DAVID RUSH
Writer
SYNOPSIS
The story line is simple:
It is night, December 2, 1864.
Two soldiers of the Cvil War -- one Union and one Confederate -- are sentenced to be executed in the morning. To pass the time and to take their minds off the upcoming terror, they imagine “what other folks are doing around about tonight.” So they take turns making up stories of other people in different situations: a soldier standing guard, three women in a sewing circle waiting for mail, two reb soldiers about to murder their yankee captive, an industrial manufacturer selling a new form of weapon, a group of slaves planning a revolution, marauders killing civilians, and so forth. Think “The Arabian Nights,” “Under Milk Wood,” and “Spoon River Anthology.”

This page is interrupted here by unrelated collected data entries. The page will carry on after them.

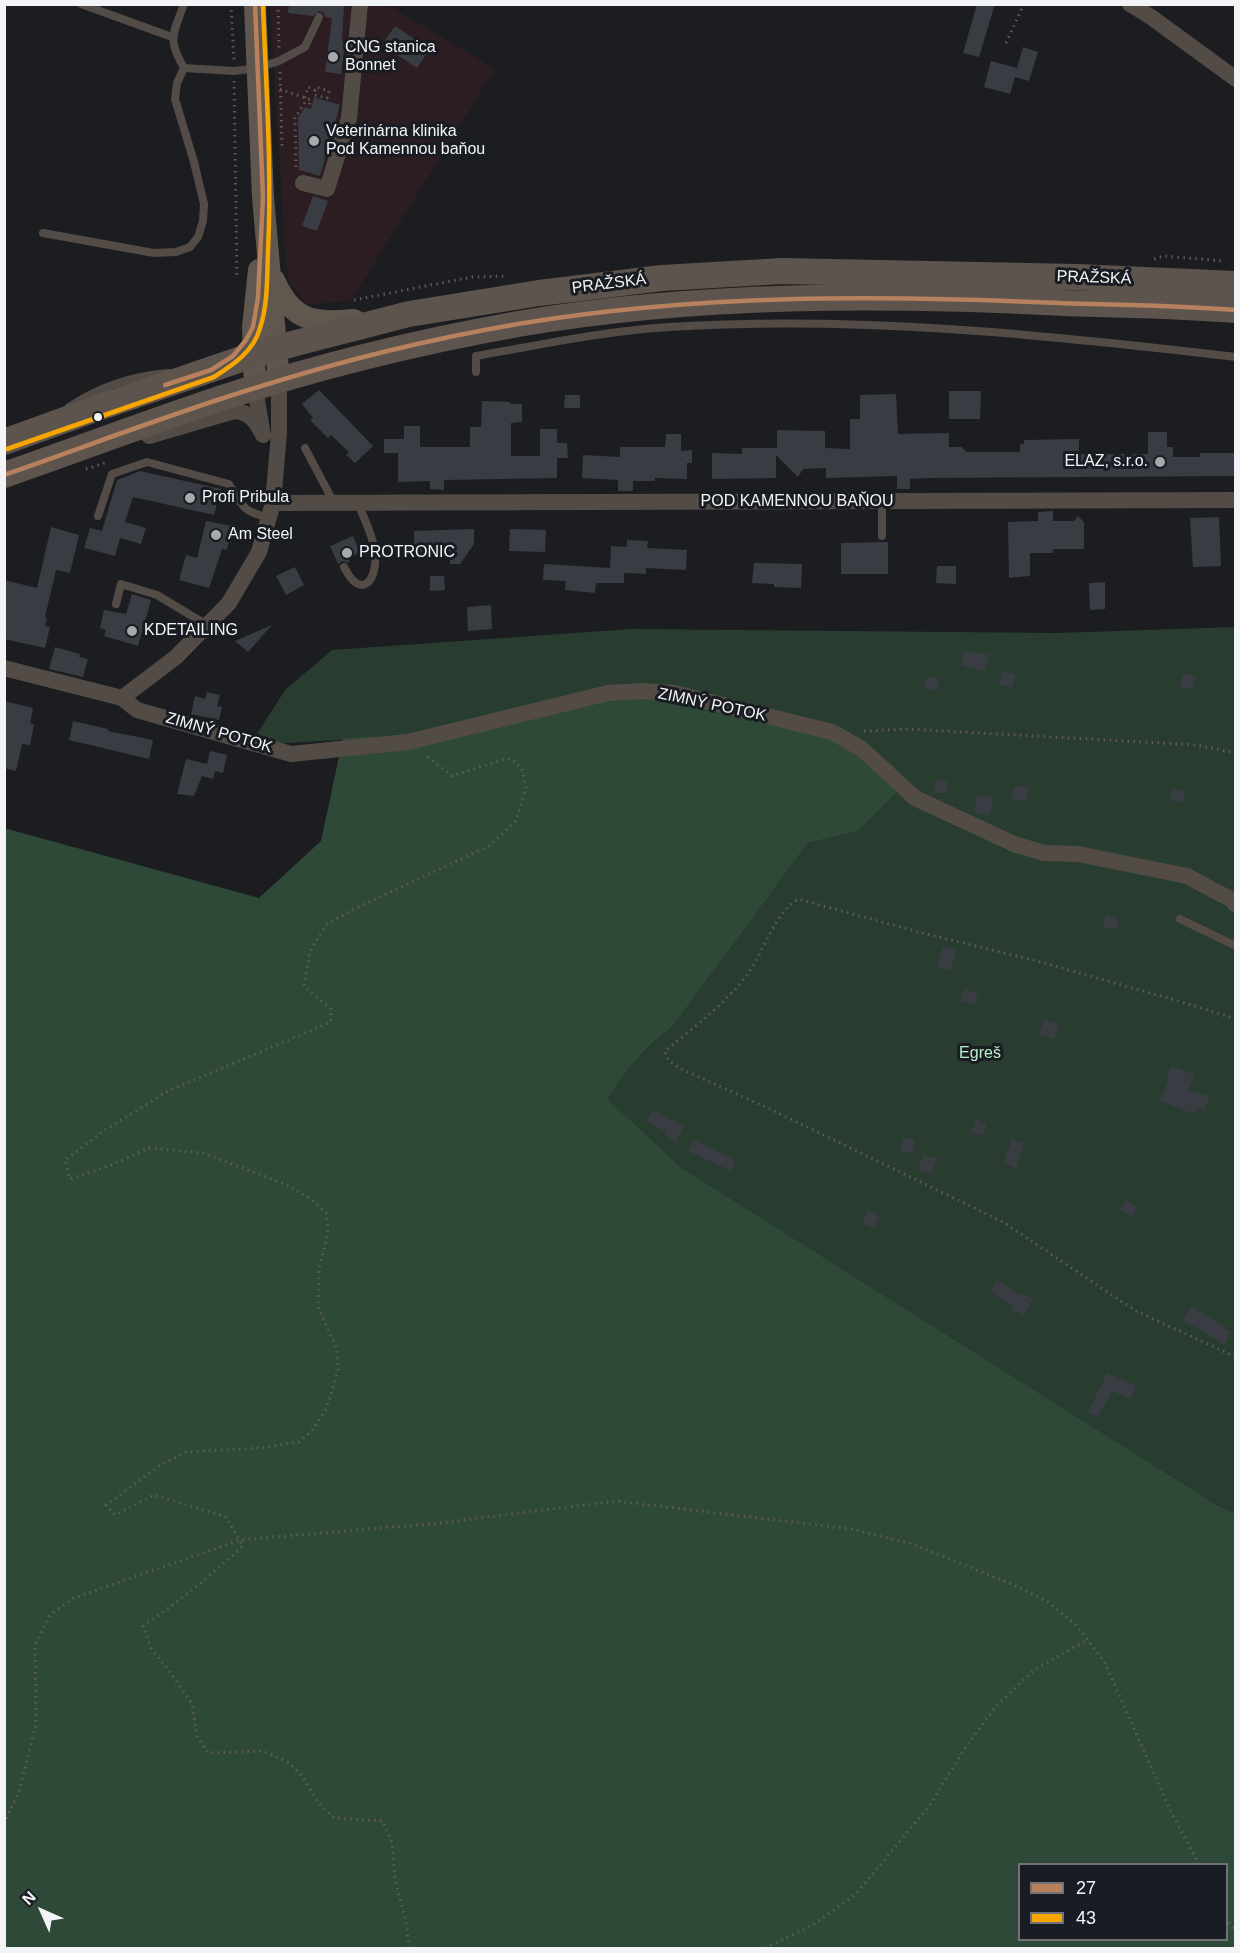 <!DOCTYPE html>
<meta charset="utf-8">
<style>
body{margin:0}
#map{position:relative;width:1240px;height:1953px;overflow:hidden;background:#1b1d20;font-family:Helvetica,sans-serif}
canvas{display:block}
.frame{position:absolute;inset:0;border:6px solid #f2f4f8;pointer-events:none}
.legend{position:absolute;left:1018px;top:1863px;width:210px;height:78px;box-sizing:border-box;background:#191c22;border:2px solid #707278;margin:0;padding:8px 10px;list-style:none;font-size:18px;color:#f2f4f8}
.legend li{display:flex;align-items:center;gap:12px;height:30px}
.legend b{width:30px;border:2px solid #707278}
.north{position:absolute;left:12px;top:1881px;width:60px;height:60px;-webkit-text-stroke:4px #191c22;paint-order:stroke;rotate:315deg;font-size:16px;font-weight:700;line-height:24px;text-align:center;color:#f2f4f8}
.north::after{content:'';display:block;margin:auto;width:21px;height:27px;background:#f2f4f8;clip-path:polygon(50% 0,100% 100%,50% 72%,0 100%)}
</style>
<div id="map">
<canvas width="1240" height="1953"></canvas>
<div class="frame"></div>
<ul class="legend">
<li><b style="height:8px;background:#b6815c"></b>27</li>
<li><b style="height:8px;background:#f7a600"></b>43</li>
</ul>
<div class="north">N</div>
</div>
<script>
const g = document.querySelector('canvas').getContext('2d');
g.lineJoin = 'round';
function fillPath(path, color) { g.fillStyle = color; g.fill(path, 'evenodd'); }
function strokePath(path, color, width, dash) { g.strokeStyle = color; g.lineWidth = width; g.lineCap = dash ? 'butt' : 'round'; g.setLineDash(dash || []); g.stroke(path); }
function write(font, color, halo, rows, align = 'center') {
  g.font = font + ' Helvetica,sans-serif'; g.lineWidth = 6; g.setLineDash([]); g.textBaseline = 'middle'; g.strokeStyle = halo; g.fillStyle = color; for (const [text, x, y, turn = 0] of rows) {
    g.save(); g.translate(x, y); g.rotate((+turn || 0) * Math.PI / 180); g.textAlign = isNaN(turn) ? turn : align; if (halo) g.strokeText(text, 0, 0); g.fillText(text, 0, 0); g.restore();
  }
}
fillPath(new Path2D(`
 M270,5H388L495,69L351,301L308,304L290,284L286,266Z`), '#2c1d23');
fillPath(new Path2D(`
 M1235,627V1513L1217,1505L682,1168L606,1099C626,1070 644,1048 673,1026L808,843L858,831L479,732L250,745L285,690L332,650L632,629L1057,633Z`), '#283d30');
fillPath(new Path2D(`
 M696,692L837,736L904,785L858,831L808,843L673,1026C644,1048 626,1070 607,1099L682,1168L1217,1505L1235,1513V1948H5L4,828L259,898L321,841L343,738L479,732L585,702ZM1020,1864H1226V1940H1020Z`), '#2f4938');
fillPath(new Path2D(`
 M289,4H344L342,42L345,43L341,74L325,72L332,18L325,17L324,13L319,11L313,16L288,13Z
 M977,4H995L979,57L963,53Z
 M395,26L430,49L417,68L382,45Z
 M1023,47L1038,52L1029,81L1015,77L1010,94L984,87L991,61L1017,68Z
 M314,97L340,105L320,176L299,170L298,118L305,107L311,109Z
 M313,196L328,201L317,231L302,226Z
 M319,390L373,446L355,463L346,455L349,452L331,435L328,438L310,420L313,418L302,404Z
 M949,391H981L980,419H949Z
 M896,394L898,434L949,433V447H962L966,452H1020V444H1024V440L1079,439V454H1148V432H1167V447H1173V457H1200V453H1236V476L928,478L910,479V489H897V476L826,478V468L803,469L798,477L776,455V478L712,479V453L742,454V448H777V430L825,431V448L850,449V419H860V395Z
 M565,395H580V408H564Z
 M482,401L510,402V404H522V422L511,423V456H540V429H557V443H567L568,458H557V478L444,480V490L430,489V481L398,482V453H384V439H404V426H420V447H470V427H481Z
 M666,434H681V451L692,450V463H687V479L655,478V481H633V491H618V480L582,478L583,455L620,457V447H665Z
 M140,471L221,489L214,515L133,497L125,522L146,528L141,544L120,538L115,556L84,548L90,528L102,531L117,480Z
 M1053,511V521H1074L1078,516L1084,522V549H1053V553H1030V576L1009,578L1008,522L1038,521V512Z
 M1219,517L1221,566L1193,567L1190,518Z
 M206,521L232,526L227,550L222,549L209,588L179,580L186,555L197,558Z
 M51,527L79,535L70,573L56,570L45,617L47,618L45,626L50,627L45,648L4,639V580L37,588Z
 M474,529V544L460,564H450V551L414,552V531Z
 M510,529L546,530L545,552L509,551Z
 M353,536L361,554L349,555V563L343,561L338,564L330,546Z
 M627,540L648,541L647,548L687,550L686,570L646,568V574L624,573V583H596L595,593L565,590L566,581L543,580L544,564L610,568L611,546L627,547Z
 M888,542V574H841V543Z
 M754,563L802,564L801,588L774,587V584L752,583Z
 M937,566H956V584L936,583Z
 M295,567L304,585L286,595L276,576Z
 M430,576H444L445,590L430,591Z
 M1105,582V609L1090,610L1089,583Z
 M132,594L151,600L138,646L104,636L106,630L100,628L104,610L126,614Z
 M491,605L492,629L468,631L467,607Z
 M272,625L248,652L235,641Z
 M55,647L80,654L79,657L88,659L83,677L49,669Z
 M964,651L989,655L986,671L961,666Z
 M1002,671L1015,674L1012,687L999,684Z
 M1183,674L1196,675L1193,689L1180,688Z
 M928,676L940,679L936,691L924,688Z
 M207,692L220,695L217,706L222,707L219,720L191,714L195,696L205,699Z
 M4,701L33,708L30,723L34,724L30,745L22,744L16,771L4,768Z
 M73,721L108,729V731L153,740L149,759L69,740Z
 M210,751L227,755L223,773L215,771L213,779L202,776L194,796L177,794L186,759L207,764Z
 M936,780L948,782L947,793H934Z
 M1013,786L1028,787L1027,801L1012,800Z
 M1173,788L1185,792L1182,803L1170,800Z
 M977,794L993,798L989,816L974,813Z
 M1106,915L1119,918L1116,929L1103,927Z
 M943,946L957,950L950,971L937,967Z
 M964,989L978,993L974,1004L960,1001Z
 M1044,1019L1059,1024L1054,1039L1039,1034Z
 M1171,1066L1195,1075L1189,1090L1209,1096L1205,1109L1197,1106L1194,1114L1160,1101L1169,1079L1166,1078Z
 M652,1110L684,1126L676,1141L664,1135L666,1132L647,1121Z
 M976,1119L987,1124L983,1136L971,1132Z
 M903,1137L915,1140L913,1153L900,1150Z
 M1012,1139L1024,1143L1016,1168L1003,1163Z
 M694,1140L735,1160L731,1171L688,1151Z
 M923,1156L937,1158L931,1174L918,1170Z
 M1126,1200L1138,1207L1132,1217L1120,1210Z
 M868,1211L879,1216L873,1228L862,1224Z
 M997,1280L1020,1295L1021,1293L1033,1299L1024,1316L1012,1310L1014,1307L991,1292Z
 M1191,1306L1231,1332L1224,1345L1183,1320Z
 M1107,1373L1136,1386L1131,1399L1112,1391L1098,1417L1088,1412Z`), '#393c43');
strokePath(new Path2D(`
 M231,4L234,60
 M278,4L279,48
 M1006,43L1024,4
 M280,72L282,147
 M234,81L237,279
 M280,89L311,100L308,108
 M305,98L308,87L315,90L316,87L329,91L327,98L314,95L315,90
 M296,167L295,118L307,99
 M1154,259L1163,256L1225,261
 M354,300L472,277L507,276
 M86,469L105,463
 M864,731L908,729L1196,745L1236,753
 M1236,1019L1182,1002L1033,960L922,933L798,899C772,917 765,950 747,975C725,1004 693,1028 665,1051C666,1060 672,1063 679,1068L770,1109L1003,1222L1136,1311L1236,1357
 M4,1824L20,1789L36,1724L35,1644L50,1615L74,1598L240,1540L440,1523L616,1501L851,1529L912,1544L1014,1585L1048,1602L1075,1624L1104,1661L1171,1812L1199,1864
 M1226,1917L1236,1934
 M409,1948L406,1921L395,1880L392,1843L383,1821L334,1818L319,1804L302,1776L288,1762L263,1751L208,1753L197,1736L192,1704L167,1668L152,1650L143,1626C179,1602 211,1575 243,1546L226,1517L154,1495L115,1515L106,1505L159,1466L186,1452L260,1448L299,1442L312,1431L326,1409L338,1371L337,1349L318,1307L319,1269L328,1233L326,1213L311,1199L285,1184L203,1153L149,1148L111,1165L70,1179L65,1160L105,1130L168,1091L331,1022V1009L304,986L310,951L326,925L350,911L489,846L516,821L526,788L522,769L512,759L502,760L452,776L424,754
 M765,1948L813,1925L856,1894L930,1805L963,1751L997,1705L1034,1670L1087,1640`), '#605b58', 3, [1.5, 4.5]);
strokePath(new Path2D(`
 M81,4L172,37
 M184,4C173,35 167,38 184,68L234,71L257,68L279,61L305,47L319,17
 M43,233L154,253L176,252L190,247L198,237L203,221L204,204L194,162L175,99L177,83L184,68
 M476,372V356C540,345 604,331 669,327C858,315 1048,335 1236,357
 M69,407C99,387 132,376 168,373
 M305,448L334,503
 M98,516L112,474L147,462L229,484C242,505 243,513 269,517
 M882,536V501
 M344,567C361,601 378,581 375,552C373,535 364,519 358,503
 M116,604L121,584L157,595L207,625
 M1180,919L1236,946`), '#534c46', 8);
strokePath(new Path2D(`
 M1130,4L1151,17L1236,79
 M303,183L327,189L349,118L360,4
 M255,388L262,430
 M149,436L234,411C250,412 256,421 263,435
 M273,503L1236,500
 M4,668L122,698L137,710L291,754L408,742L608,693L641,691L674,693L832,732L862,749L915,798L1014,844L1044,853L1078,854L1187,876L1232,900L1236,905
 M122,698L176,657L229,603L259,552L273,503L279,433V381`), '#534c46', 16);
strokePath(new Path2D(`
 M255,4L263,197L279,381
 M274,280C292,321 313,324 354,320
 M255,388L253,327L259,270`), '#60574f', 22);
strokePath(new Path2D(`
 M4,442L95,409L253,355L296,343L409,314L539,293L662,278L782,271L1077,277L1236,284
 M4,475C76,450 147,423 219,399C315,367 418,342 518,324C698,293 884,294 1065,303C1122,305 1179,305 1236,310`), '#5e544e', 26);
strokePath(new Path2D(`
 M165,385L211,370L233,356L246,340L253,327L258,297L263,197L255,4
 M4,475C88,446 170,414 255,388C341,361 429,339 518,324C697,294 878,295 1059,303C1118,305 1177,305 1236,310`), '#b6815c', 4.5);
strokePath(new Path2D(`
 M7,449L214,377C233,365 254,351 260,328C268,304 267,276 268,251C272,169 266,87 263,4`), '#f7a600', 4.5);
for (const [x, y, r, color] of [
 [333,57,6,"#a7a9ac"],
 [314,141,6,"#a7a9ac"],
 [98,417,5,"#f2f4f8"],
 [1160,462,6,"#a7a9ac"],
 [190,498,6,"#a7a9ac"],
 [216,535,6,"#a7a9ac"],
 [347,553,6,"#a7a9ac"],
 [132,631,6,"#a7a9ac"]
]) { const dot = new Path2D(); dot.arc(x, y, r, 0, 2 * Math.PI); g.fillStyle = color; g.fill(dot); strokePath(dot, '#191c22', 2); }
write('16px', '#f2f4f8', '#191c22', [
 ["CNG stanica",345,48],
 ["Bonnet",345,66],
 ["Veterinárna klinika",326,132],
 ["Pod Kamennou baňou",326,150],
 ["ELAZ, s.r.o.",1148,462,"right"],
 ["Profi Pribula",202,498],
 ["Am Steel",228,535],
 ["PROTRONIC",359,553],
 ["KDETAILING",144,631]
], 'left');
write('16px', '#f2f4f8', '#191c22', [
 ["PRAŽSKÁ",1094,278,2],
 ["PRAŽSKÁ",609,284,-7],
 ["POD KAMENNOU BAŇOU",797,502],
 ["ZIMNÝ POTOK",712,705,12],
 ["ZIMNÝ POTOK",219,733,16]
]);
write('16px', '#b6efc8', '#191c22', [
 ["Egreš",980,1054]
]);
</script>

At the end, we see how the night has changed each of the two men.
The play is designed for a versatile ensemble of players to all play a variety of different roles, except for the two actors playing the prisoners. Individual roles may be cast gender- and racial-blind. The evening must be very theatrical.
As it stands now, there are ten vignettes in each act.

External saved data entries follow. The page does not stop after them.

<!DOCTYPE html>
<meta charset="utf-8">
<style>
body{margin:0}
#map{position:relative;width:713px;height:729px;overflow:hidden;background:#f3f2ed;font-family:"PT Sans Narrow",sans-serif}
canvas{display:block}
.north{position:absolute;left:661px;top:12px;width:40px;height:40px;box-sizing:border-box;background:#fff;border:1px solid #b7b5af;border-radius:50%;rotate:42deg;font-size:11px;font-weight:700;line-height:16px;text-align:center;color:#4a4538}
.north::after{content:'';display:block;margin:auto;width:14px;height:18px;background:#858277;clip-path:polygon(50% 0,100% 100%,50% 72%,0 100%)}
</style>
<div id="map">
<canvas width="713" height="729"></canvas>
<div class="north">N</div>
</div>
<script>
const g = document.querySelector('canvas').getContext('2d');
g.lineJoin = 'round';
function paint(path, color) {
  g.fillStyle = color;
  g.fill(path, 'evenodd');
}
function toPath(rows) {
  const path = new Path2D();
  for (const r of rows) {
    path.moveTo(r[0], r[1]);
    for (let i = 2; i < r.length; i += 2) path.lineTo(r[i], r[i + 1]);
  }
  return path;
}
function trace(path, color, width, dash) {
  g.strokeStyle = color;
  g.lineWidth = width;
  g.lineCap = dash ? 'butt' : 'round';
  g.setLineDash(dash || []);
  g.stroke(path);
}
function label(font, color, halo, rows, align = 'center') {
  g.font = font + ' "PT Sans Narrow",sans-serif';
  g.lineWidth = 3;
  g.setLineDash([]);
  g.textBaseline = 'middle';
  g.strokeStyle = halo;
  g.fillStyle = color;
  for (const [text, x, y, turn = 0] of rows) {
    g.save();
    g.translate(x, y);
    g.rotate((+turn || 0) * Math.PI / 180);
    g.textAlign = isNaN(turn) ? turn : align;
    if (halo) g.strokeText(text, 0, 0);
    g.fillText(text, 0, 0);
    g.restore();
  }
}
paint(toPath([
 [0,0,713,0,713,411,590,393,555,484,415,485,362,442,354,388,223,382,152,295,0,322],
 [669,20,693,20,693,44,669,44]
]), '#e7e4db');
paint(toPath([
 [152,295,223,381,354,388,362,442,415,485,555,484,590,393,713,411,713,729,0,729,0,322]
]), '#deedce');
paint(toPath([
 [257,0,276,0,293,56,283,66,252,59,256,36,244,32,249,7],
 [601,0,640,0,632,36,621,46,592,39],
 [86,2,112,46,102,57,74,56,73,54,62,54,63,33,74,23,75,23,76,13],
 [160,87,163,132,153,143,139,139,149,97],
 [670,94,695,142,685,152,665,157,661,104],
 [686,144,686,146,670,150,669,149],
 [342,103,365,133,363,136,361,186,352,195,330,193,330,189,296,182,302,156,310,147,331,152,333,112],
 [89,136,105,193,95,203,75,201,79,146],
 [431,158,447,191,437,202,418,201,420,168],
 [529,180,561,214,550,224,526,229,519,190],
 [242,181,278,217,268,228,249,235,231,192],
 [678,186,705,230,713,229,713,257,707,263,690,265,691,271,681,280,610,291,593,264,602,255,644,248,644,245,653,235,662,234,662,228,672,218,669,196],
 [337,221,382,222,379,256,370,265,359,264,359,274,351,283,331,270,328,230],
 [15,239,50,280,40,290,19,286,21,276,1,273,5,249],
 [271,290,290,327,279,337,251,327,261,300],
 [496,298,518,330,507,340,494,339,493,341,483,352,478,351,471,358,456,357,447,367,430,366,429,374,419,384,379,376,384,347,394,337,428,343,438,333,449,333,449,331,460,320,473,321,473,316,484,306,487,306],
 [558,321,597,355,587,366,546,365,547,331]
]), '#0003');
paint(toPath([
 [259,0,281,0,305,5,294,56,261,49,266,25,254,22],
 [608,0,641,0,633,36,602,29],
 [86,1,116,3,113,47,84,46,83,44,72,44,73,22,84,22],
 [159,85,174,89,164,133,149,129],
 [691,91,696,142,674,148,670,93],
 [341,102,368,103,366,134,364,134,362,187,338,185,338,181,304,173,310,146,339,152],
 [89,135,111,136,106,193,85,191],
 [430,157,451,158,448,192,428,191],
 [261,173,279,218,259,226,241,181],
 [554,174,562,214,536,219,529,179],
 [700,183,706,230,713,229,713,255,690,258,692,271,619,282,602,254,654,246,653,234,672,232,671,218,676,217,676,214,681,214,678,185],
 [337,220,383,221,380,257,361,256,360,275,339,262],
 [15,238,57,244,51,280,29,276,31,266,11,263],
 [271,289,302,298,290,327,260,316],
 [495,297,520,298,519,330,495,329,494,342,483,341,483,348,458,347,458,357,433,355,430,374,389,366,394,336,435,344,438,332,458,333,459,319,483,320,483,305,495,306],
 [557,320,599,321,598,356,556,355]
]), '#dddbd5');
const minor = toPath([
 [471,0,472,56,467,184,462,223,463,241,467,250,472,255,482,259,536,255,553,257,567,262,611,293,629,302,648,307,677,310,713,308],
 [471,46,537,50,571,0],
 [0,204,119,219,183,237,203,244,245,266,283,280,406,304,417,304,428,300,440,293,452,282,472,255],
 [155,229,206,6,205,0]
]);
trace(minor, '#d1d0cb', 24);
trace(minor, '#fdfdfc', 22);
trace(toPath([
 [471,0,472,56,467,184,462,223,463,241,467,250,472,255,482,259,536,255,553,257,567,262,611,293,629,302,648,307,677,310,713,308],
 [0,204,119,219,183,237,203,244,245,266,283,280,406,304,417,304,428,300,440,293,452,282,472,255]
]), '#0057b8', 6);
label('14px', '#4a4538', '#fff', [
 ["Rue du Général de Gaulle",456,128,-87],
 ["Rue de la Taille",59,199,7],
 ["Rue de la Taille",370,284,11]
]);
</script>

7 men and 5 women should work.
Thematically, the play is intended as a commentary on war and our nation’s preoccupation with it. Every event in the past is both based on some historical evidence and echoed somehow in today’s news. Thus the play deals with PTSD, women in the military, conspiracy theories, terrorism, machines of mass destruction, imperialism, genocide and so forth. Some of the scenes are serious parallels, others are ironic or satiric commentaries.